Baryton deploraba que ninguno de nosotros supiera jugar al ajedrez. Tuve que ponerme a aprender ese juego sólo por complacerlo.

Durante el día, se distinguía, Baryton, por una activi­dad fastidiosa y minúscula, que volvía la vida muy cansi­na a su alrededor. Todas las mañanas se le ocurría una idea de índole trivialmente práctica. Substituir el papel en rollos de los retretes por papel en folios desplegables nos obligó a pensar durante toda una semana, que desperdi­ciamos en resoluciones contradictorias. Por último, se decidió que esperaríamos al mes de los saldos para dar una vuelta por los almacenes.

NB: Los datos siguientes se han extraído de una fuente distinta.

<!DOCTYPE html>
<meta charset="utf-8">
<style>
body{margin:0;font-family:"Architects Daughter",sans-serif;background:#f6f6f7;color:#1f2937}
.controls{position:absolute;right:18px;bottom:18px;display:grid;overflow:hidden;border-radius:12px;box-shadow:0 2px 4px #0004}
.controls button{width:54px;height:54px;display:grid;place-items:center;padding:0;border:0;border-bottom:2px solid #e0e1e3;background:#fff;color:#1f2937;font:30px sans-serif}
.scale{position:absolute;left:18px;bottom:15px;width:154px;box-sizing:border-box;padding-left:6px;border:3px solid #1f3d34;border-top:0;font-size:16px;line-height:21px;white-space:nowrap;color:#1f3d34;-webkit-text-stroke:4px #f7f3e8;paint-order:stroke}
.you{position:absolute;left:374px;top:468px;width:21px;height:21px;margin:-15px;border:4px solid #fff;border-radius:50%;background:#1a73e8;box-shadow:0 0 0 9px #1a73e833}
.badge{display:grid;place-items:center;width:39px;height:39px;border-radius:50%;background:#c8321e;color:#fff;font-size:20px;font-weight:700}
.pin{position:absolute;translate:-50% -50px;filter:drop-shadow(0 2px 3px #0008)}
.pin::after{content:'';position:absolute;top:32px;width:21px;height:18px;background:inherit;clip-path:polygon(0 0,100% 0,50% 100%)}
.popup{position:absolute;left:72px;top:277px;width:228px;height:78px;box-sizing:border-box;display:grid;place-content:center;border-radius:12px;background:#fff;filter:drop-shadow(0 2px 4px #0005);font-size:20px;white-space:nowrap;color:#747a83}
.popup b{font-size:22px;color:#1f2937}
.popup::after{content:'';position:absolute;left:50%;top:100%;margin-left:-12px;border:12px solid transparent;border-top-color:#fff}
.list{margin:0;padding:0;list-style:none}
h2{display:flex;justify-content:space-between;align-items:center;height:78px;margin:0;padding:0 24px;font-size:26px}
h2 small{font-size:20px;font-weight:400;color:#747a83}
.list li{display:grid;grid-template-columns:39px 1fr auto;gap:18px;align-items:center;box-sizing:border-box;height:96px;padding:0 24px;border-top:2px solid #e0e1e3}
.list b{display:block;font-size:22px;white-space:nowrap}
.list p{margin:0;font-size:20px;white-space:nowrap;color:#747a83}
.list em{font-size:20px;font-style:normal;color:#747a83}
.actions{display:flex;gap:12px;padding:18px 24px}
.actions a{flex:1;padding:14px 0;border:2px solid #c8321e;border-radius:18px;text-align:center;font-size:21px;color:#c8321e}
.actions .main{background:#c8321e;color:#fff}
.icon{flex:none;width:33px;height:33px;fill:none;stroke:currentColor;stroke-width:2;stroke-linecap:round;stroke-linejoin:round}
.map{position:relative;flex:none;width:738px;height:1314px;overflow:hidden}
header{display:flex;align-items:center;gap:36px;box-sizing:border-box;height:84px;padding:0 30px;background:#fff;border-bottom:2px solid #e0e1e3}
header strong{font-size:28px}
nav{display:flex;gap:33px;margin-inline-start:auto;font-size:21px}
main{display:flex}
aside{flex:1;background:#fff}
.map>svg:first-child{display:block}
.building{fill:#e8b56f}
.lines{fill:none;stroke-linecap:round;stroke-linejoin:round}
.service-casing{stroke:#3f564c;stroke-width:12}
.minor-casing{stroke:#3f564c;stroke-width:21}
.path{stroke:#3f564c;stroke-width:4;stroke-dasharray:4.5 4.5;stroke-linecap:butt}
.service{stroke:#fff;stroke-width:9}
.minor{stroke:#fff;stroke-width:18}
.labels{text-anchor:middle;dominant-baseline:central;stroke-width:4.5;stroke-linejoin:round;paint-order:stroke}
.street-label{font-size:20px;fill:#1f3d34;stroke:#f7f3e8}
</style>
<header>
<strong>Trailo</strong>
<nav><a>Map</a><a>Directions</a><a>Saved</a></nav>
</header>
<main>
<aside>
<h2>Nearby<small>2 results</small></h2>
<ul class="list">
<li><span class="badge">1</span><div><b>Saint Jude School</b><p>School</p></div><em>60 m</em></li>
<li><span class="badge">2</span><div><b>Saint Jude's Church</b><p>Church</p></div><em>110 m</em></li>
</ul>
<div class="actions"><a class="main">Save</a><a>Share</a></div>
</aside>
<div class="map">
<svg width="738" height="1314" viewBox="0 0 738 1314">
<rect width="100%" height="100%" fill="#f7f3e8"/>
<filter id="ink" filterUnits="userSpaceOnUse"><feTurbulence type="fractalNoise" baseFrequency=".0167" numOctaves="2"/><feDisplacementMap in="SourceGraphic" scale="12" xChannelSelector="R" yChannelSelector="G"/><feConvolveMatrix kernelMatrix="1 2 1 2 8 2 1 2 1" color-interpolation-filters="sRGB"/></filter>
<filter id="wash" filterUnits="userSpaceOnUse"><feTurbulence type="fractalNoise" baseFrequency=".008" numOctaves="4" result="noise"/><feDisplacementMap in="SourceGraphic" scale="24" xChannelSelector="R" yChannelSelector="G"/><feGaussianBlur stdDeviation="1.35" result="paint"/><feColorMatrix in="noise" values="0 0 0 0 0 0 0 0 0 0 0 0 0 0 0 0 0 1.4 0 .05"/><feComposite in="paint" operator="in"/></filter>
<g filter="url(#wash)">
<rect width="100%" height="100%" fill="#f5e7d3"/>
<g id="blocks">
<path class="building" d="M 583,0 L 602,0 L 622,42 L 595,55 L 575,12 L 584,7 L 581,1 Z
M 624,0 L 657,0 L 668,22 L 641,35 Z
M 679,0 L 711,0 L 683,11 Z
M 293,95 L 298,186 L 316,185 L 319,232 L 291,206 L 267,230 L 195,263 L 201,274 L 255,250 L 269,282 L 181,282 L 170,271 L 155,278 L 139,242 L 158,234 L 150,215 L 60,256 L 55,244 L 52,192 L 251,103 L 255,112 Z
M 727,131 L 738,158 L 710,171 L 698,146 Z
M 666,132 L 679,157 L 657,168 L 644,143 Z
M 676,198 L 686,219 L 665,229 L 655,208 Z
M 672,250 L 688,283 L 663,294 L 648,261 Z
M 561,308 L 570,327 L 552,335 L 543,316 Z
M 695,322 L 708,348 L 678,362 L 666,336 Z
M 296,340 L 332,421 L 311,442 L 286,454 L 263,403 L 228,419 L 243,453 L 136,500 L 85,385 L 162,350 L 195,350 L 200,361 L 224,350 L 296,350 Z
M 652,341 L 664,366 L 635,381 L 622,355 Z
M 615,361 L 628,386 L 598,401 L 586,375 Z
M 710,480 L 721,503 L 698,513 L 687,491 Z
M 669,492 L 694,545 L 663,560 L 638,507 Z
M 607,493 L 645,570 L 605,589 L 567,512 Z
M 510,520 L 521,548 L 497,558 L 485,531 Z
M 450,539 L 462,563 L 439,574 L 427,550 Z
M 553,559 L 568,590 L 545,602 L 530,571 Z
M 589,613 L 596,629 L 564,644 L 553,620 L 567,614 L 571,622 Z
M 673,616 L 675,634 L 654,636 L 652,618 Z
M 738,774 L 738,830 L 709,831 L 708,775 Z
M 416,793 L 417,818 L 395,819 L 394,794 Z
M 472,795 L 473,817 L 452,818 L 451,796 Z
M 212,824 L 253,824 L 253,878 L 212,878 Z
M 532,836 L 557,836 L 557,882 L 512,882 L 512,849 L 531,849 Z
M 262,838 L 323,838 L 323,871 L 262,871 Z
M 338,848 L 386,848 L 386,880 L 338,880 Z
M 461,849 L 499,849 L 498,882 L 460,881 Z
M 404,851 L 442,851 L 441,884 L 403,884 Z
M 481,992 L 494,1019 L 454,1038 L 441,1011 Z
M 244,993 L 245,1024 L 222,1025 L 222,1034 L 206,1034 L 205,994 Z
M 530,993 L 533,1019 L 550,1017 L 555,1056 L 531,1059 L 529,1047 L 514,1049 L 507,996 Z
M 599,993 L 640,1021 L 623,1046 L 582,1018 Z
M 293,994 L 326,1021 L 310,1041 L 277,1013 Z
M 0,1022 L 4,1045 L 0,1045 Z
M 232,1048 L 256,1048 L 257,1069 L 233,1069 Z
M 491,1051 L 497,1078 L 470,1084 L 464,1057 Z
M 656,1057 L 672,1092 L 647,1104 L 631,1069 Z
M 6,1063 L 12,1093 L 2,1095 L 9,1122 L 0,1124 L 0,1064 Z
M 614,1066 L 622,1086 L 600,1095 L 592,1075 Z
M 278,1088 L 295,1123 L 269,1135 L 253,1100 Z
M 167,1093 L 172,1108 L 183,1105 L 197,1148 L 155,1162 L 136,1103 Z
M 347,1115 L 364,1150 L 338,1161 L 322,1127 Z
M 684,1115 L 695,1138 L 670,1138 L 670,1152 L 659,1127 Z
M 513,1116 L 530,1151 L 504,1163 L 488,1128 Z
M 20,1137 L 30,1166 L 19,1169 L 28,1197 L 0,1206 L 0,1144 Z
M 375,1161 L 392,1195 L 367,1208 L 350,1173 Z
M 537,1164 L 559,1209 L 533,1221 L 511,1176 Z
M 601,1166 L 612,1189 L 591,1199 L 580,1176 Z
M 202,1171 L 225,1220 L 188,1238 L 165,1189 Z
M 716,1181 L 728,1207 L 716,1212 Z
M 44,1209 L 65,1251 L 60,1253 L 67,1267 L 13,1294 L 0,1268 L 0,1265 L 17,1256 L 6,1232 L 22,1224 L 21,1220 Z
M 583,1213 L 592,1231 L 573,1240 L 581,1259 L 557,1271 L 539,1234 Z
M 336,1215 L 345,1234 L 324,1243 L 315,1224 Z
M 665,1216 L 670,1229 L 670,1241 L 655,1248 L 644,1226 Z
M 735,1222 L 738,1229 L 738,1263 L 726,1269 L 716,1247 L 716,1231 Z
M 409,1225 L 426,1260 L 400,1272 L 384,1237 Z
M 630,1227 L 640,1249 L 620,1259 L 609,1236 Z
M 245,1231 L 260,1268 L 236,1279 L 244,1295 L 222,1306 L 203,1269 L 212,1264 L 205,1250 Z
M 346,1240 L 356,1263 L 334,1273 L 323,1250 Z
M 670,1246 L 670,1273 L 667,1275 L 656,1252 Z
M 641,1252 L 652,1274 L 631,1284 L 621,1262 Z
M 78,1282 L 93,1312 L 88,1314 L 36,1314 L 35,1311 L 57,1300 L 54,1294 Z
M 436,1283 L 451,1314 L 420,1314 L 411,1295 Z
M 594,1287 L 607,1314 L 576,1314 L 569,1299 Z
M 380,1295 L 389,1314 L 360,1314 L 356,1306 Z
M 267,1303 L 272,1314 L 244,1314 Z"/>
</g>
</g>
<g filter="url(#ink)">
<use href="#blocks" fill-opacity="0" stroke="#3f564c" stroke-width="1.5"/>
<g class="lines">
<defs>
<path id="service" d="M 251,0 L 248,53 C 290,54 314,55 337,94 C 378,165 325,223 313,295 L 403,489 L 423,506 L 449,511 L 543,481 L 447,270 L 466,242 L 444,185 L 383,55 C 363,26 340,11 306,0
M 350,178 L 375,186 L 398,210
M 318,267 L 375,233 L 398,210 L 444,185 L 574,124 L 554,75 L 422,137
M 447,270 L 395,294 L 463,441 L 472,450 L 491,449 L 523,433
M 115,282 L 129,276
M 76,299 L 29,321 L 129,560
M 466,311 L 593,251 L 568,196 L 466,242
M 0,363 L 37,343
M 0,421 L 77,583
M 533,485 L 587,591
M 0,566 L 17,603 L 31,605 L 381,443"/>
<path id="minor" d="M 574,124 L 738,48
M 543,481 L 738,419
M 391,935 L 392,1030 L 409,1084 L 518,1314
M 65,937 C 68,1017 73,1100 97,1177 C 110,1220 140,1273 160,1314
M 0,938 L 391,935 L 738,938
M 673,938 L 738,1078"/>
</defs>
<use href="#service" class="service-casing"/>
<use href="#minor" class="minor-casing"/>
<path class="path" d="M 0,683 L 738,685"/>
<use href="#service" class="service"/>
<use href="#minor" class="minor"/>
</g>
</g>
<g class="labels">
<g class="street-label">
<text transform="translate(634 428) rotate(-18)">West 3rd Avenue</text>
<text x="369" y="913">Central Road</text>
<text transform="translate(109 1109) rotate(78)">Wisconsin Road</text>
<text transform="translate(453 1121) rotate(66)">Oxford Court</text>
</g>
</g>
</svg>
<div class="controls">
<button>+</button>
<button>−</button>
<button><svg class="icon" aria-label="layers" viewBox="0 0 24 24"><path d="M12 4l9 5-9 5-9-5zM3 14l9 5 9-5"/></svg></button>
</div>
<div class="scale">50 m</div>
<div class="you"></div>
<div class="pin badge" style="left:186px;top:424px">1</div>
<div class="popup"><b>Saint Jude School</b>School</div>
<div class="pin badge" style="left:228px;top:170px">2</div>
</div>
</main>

Después de eso, surgió otra preocupación ociosa, la de los chalecos de franela... ¿Ha­bía que llevarlos debajo?... ¿O encima de la camisa?... ¿Y la forma de administrar el sulfato de sodio?... Parapine eludía, mediante un silencio tenaz, esas controversias subintelectuales.

Estimulado por el aburrimiento, yo había acabado contando a Baryton muchas más aventuras que las que había conocido en todos mis viajes, ¡estaba agotado! Y entonces le tocó el turno a él de ocupar enteramente la conversación vacante sólo con sus propuestas y reticen­cias minúsculas. No había escapatoria. Me había podido por agotamiento. Y yo no disponía, como Parapine, de una indiferencia absoluta para defenderme. Al contrario, tenía que responderle a pesar mío. Ya no podía por me­nos de discutir por motivos fútiles, hasta el infinito, so­bre los méritos comparativos del cacao y el café con le­che... Me hechizaba a base de tontería.